General characteristics
- Class & type: Naronic Class
- Tonnage: 6,583 GRT
- Length: 470 ft (143.3 m)
- Beam: 53 ft (16.2 m)
- Depth: 35.6 ft (10.9 m)
- Propulsion: 2 × reciprocating steam engines, 2 screws
- Speed: 13 knots (24.1 km/h)
- Capacity: 15 Passengers, 1,050 Animals (1892-1918)

= SS Bovic =

SS Bovic was a steamship built by Harland and Wolff in Belfast for the White Star Line.

==History==
A sister ship to the , the ship was launched on 28 June 1892, completed on 22 August 1892 and began her maiden voyage on 26 August 1892, sailing from Liverpool to New York City.

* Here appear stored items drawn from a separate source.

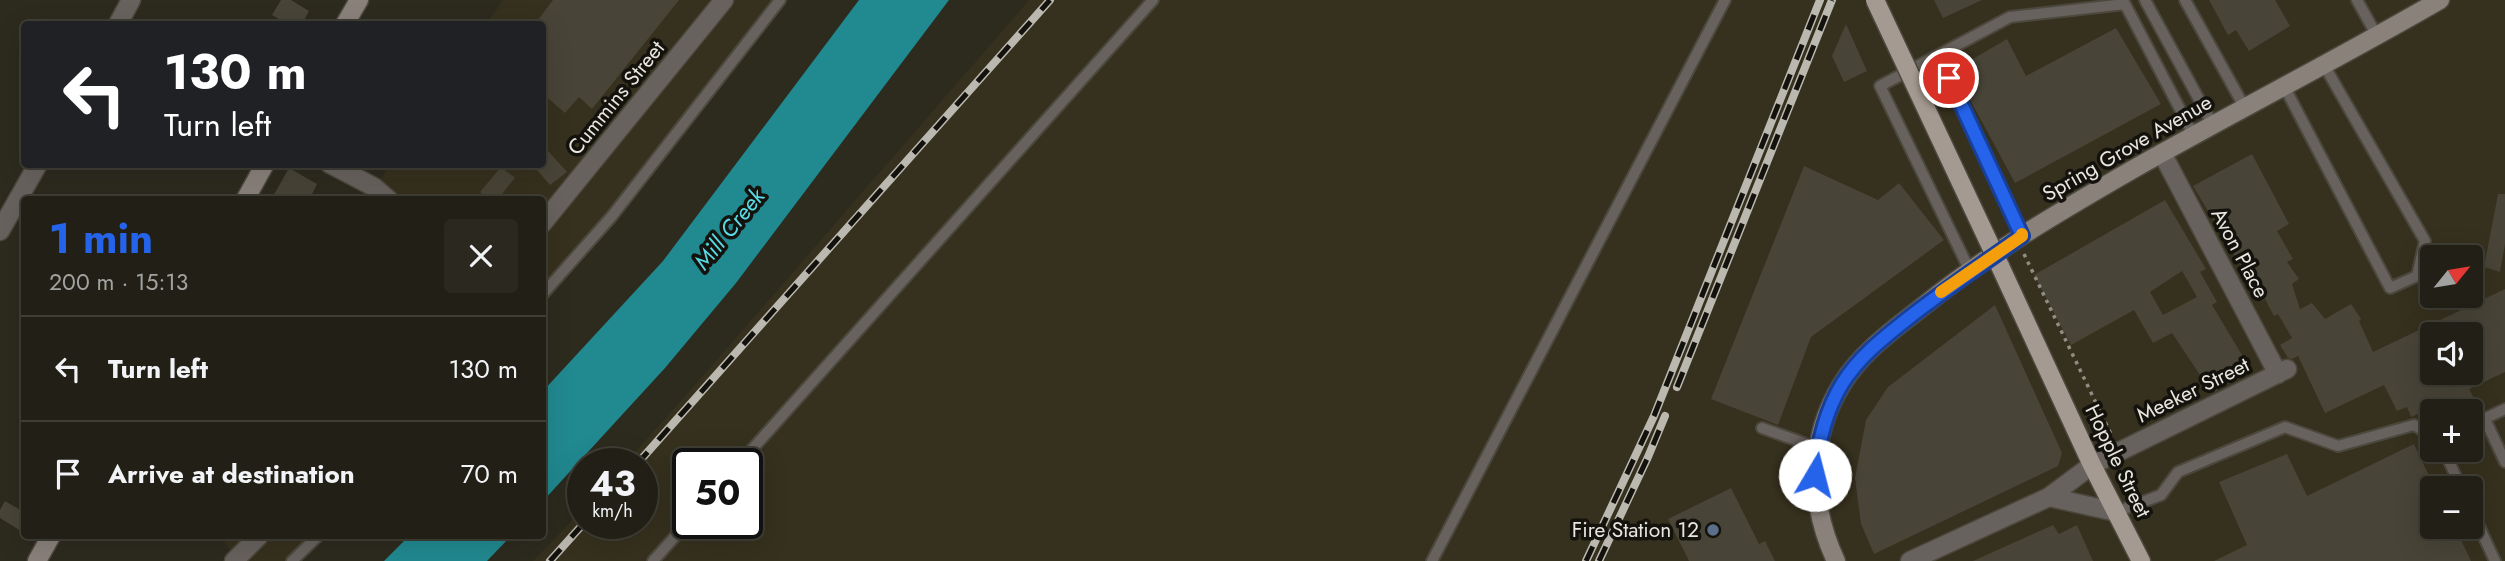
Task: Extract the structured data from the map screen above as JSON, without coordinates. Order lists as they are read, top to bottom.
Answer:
{
  "streets": {
    "main road": ["Spring Grove Avenue", "Hopple Street"],
    "street": ["Cummins Street", "Avon Place", "Meeker Street"]
  },
  "crossings": [
    ["Spring Grove Avenue", "Avon Place"],
    ["Avon Place", "Meeker Street"],
    ["Meeker Street", "Hopple Street"]
  ],
  "water": ["Mill Creek"],
  "places": ["Fire Station 12"],
  "north": "top right",
  "page": {
    "turn": ["130 m", "Turn left"],
    "heading": ["1 min", "200 m · 15:13"],
    "map_buttons": ["+", "−"],
    "list": [
      {
        "name": "Turn left",
        "value": "130 m"
      },
      {
        "name": "Arrive at destination",
        "value": "70 m"
      }
    ],
    "speed": "43 km/h",
    "limit": "50"
  }
}
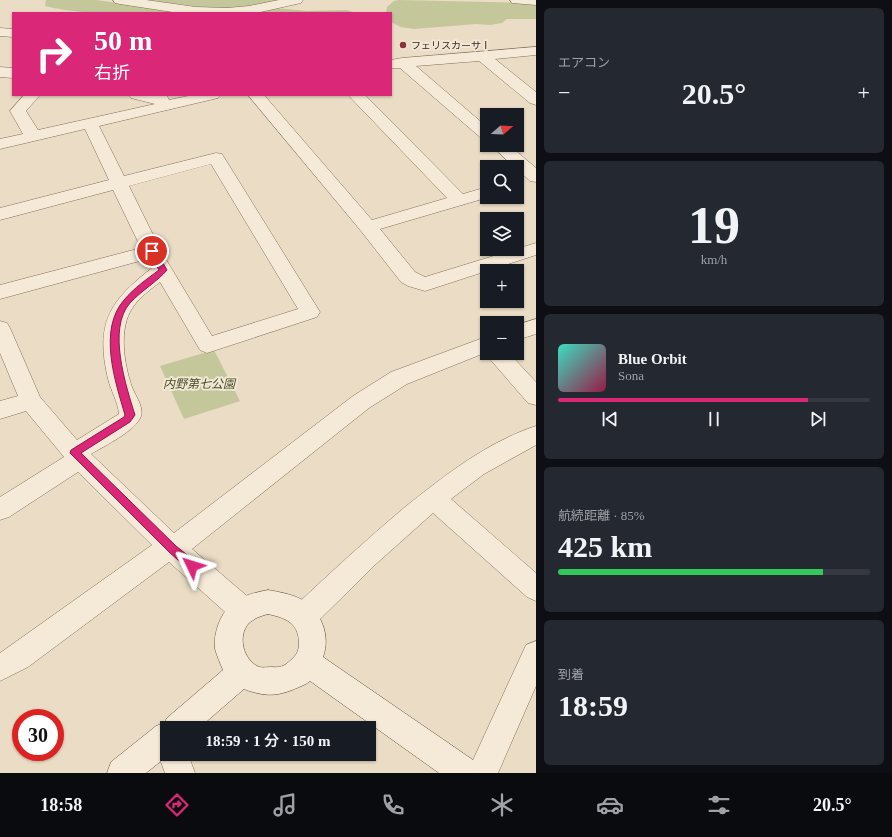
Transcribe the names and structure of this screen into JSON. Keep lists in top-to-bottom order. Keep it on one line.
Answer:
{"parks":["内野第七公園"],"places":["フェリスカーサⅠ"],"north":"right","page":{"tile":["エアコン",["19","km/h"],["航続距離 · 85%","425 km"],["到着","18:59"]],"turn":["50 m","右折"],"heat":["−","20.5°","+"],"map_buttons":["+","−"],"song":["Blue Orbit","Sona"],"limit":"30","trip":"18:59 · 1 分 · 150 m","tabs":["18:58","20.5°"]}}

The ship was intended for the Atlantic cattle trade and able to carry about 1,050 cattle on the upper main deck and had special accommodation for horses amidships. She was designed to carry livestock, but with capacity for twelve passengers.

On 4 August 1900, Bovic was docked at Pier 49 at New York Harbor, adjacent to the White Star Line's flagship Oceanic, when a major fire broke out in one of her cargo holds, which threatened to spread to Oceanic. The fire was eventually brought under control before it could spread.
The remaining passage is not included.